> Instructions for the task: Pull from the data below each line where the word "green" occurs, and copy it.

(Excerpts from a dataset)
○ ○ ○ ○ ○

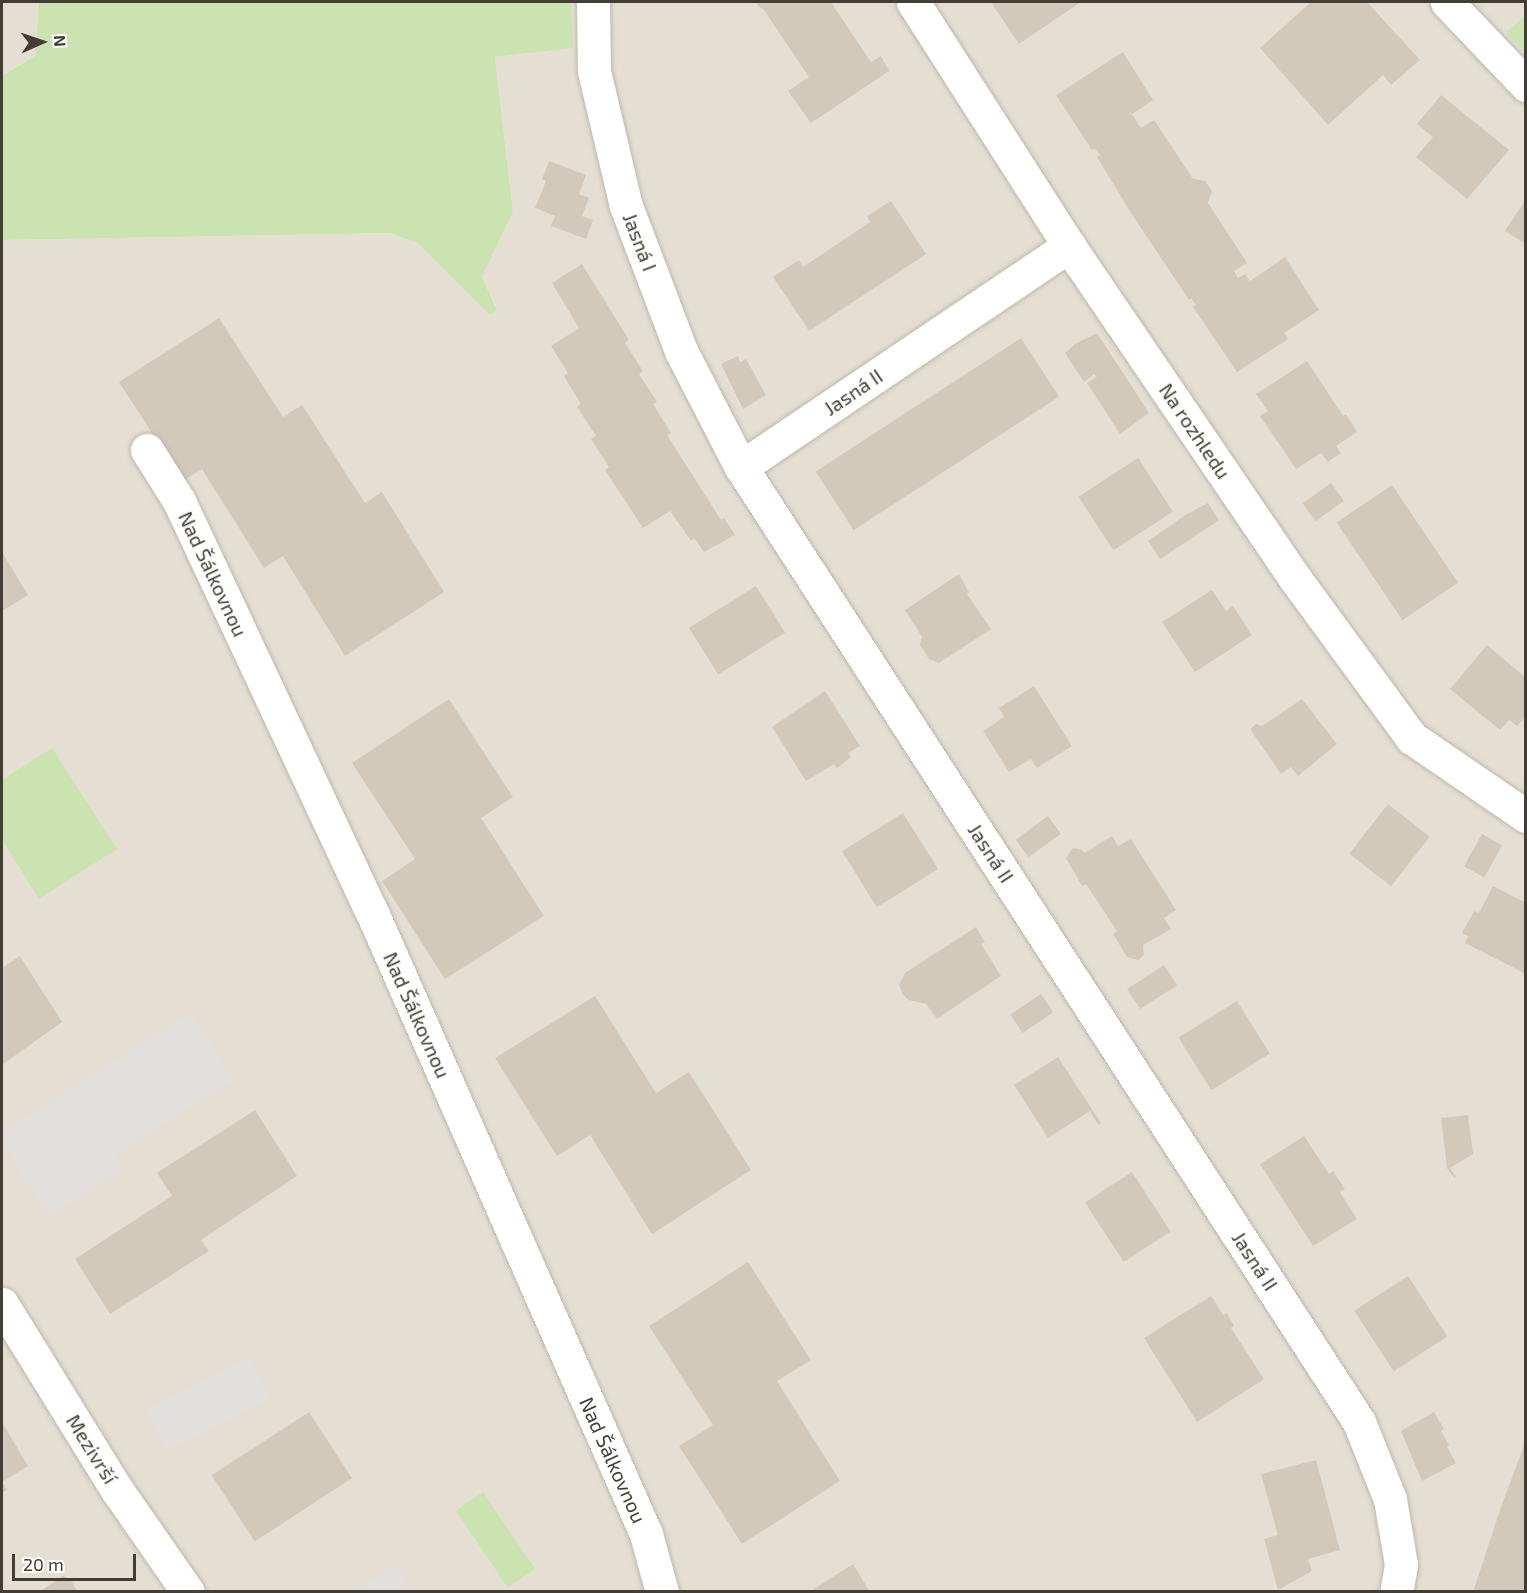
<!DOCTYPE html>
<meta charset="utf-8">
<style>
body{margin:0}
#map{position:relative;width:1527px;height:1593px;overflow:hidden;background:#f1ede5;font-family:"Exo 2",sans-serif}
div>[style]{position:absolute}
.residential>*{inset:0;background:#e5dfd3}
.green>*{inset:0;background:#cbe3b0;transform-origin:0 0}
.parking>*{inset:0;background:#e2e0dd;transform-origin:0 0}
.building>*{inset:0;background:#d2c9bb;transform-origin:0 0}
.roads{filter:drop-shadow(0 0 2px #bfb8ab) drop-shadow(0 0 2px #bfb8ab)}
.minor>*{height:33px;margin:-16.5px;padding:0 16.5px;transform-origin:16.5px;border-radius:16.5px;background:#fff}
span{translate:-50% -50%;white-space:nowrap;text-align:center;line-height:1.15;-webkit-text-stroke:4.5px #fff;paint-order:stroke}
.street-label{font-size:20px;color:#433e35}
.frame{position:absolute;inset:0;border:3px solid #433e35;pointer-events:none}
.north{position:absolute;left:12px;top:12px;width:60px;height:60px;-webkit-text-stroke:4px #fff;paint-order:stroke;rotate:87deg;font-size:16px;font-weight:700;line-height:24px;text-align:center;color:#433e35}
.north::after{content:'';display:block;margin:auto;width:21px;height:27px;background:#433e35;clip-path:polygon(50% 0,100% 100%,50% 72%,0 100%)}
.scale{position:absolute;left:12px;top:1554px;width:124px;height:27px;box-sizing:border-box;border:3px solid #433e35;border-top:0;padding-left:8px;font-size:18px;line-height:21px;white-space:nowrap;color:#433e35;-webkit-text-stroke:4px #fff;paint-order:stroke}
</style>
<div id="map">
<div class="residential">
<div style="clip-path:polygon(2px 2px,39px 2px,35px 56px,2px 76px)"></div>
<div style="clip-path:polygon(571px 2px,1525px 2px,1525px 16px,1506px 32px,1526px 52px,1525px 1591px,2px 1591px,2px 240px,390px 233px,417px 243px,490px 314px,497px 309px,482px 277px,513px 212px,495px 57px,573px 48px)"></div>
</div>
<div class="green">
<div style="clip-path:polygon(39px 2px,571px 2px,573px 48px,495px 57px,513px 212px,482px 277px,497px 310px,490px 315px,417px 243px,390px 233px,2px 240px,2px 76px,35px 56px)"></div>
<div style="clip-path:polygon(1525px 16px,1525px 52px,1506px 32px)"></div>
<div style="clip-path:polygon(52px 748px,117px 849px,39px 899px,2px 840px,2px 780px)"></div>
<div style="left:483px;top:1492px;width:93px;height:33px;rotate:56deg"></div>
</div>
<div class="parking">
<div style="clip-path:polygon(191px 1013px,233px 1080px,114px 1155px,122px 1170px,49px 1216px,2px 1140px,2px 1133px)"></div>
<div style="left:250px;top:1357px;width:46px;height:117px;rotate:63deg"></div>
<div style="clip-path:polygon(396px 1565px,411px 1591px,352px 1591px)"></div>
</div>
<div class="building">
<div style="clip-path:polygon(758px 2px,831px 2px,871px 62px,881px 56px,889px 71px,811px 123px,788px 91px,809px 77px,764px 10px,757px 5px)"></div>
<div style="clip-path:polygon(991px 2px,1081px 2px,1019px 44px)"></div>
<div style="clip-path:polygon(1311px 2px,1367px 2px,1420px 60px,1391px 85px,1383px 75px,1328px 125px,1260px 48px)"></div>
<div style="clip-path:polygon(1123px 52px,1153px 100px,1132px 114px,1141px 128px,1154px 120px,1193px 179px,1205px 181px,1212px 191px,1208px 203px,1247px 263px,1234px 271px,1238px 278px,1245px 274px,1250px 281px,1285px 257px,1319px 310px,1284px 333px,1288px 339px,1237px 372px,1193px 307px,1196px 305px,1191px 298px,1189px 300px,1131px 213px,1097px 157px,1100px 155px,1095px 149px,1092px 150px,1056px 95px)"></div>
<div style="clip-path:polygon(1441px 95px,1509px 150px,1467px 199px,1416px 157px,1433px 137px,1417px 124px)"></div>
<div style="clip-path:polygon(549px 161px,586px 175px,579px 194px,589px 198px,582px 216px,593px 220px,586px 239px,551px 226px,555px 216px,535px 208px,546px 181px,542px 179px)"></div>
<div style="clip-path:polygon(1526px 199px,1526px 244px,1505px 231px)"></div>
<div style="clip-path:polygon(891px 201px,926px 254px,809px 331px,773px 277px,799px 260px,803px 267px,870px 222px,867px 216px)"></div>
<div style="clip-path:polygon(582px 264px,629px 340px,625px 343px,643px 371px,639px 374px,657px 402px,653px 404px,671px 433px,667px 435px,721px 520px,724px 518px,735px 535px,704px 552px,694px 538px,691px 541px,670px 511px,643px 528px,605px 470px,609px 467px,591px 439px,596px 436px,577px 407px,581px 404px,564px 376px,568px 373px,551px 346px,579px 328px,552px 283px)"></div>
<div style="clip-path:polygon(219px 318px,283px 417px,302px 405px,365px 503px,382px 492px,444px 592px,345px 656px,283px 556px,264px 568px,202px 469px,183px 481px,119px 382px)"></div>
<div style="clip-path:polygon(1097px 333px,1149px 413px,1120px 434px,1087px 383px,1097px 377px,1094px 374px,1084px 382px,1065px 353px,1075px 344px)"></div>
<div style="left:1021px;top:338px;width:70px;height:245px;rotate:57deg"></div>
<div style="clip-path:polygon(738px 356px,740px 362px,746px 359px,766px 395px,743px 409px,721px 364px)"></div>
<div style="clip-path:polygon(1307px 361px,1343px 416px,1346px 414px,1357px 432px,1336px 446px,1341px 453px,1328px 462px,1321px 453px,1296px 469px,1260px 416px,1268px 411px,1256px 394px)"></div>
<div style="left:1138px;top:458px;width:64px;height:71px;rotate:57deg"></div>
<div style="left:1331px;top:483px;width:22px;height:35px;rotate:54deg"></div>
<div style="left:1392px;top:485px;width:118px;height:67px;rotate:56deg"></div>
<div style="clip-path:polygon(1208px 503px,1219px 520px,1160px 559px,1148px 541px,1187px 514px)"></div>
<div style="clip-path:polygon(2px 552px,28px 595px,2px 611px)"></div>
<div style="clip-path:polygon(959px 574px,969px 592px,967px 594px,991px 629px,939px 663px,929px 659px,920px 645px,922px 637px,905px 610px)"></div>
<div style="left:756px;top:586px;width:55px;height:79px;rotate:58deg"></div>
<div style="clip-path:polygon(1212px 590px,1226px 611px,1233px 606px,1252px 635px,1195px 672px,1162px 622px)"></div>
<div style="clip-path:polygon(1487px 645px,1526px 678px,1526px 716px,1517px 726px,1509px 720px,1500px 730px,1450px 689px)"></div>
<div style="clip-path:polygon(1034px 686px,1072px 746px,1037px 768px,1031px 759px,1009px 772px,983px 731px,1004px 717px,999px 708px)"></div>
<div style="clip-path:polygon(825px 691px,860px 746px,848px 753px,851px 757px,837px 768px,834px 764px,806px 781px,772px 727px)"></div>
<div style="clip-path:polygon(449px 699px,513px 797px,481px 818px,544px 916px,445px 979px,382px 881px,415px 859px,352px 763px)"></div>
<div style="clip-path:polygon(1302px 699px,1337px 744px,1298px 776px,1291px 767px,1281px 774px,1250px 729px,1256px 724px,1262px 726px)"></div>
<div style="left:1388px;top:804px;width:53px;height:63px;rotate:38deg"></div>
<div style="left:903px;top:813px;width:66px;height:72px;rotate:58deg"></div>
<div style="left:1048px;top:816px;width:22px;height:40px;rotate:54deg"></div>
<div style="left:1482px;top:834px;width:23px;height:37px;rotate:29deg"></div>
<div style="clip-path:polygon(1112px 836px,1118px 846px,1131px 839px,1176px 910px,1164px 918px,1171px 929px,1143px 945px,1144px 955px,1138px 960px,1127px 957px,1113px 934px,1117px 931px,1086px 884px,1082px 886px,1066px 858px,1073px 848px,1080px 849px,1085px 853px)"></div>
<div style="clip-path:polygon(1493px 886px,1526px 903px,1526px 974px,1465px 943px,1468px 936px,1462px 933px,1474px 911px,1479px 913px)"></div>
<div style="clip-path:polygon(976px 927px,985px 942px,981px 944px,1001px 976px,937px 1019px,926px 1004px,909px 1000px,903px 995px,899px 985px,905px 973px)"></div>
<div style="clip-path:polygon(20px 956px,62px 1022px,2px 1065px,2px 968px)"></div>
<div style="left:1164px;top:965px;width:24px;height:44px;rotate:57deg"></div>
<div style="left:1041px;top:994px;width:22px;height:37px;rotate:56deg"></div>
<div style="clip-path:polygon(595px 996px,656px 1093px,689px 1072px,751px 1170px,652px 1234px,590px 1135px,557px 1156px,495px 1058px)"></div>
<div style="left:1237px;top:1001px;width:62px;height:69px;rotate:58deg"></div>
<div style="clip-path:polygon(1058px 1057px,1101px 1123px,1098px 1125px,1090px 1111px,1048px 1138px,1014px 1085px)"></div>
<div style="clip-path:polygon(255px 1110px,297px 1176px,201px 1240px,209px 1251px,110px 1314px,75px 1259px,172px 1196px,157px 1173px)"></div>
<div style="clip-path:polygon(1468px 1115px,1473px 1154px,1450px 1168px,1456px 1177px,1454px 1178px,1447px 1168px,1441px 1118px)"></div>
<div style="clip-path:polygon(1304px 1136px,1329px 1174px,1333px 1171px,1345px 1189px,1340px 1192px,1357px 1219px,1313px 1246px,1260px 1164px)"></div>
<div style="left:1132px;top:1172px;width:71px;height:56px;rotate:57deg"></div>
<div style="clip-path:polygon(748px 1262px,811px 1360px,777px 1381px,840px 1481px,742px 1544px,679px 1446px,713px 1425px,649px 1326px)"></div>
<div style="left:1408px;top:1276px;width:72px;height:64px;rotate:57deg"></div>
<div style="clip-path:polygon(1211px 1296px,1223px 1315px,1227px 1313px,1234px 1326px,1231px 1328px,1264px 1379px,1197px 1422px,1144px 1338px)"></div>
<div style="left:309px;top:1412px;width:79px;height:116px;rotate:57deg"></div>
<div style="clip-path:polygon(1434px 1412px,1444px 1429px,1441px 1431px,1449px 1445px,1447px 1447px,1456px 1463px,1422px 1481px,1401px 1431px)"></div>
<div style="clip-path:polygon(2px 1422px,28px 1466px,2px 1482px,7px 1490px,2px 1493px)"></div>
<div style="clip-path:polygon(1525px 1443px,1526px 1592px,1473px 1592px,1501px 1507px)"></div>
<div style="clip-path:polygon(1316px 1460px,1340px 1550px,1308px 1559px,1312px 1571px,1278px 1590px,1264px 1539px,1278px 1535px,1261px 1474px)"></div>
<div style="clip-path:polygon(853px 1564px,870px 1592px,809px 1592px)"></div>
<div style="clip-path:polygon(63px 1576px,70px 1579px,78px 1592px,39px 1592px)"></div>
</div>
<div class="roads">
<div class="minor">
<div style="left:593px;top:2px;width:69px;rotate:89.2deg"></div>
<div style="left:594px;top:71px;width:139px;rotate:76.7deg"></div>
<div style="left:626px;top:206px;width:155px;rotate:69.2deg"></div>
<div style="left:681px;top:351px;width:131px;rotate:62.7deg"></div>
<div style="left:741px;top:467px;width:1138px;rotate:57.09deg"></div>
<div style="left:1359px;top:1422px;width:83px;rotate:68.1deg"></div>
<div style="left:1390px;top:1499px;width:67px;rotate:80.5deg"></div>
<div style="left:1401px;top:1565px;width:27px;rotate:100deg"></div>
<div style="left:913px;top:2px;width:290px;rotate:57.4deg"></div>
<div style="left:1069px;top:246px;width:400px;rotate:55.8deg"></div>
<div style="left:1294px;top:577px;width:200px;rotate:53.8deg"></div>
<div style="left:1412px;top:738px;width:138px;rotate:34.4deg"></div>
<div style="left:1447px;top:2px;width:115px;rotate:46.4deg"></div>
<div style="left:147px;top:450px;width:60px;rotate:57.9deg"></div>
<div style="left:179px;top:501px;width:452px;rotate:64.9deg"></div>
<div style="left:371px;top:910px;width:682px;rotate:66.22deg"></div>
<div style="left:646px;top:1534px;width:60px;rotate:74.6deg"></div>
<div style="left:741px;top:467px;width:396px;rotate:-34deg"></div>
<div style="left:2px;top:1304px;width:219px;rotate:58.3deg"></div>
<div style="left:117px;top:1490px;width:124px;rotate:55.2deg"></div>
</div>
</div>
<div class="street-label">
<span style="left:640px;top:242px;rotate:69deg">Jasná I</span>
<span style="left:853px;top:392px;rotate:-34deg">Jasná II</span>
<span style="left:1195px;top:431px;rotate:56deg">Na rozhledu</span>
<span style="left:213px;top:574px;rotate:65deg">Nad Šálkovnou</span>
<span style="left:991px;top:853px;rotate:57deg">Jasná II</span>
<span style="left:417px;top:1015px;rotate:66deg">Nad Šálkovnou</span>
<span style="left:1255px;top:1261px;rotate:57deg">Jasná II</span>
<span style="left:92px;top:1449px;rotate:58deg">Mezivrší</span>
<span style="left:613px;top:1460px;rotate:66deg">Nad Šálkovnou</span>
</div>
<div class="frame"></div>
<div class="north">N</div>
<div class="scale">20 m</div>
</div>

○ ○ ○ ○ ○

> Solution to this task:
.green>*{inset:0;background:#cbe3b0;transform-origin:0 0}
<div class="green">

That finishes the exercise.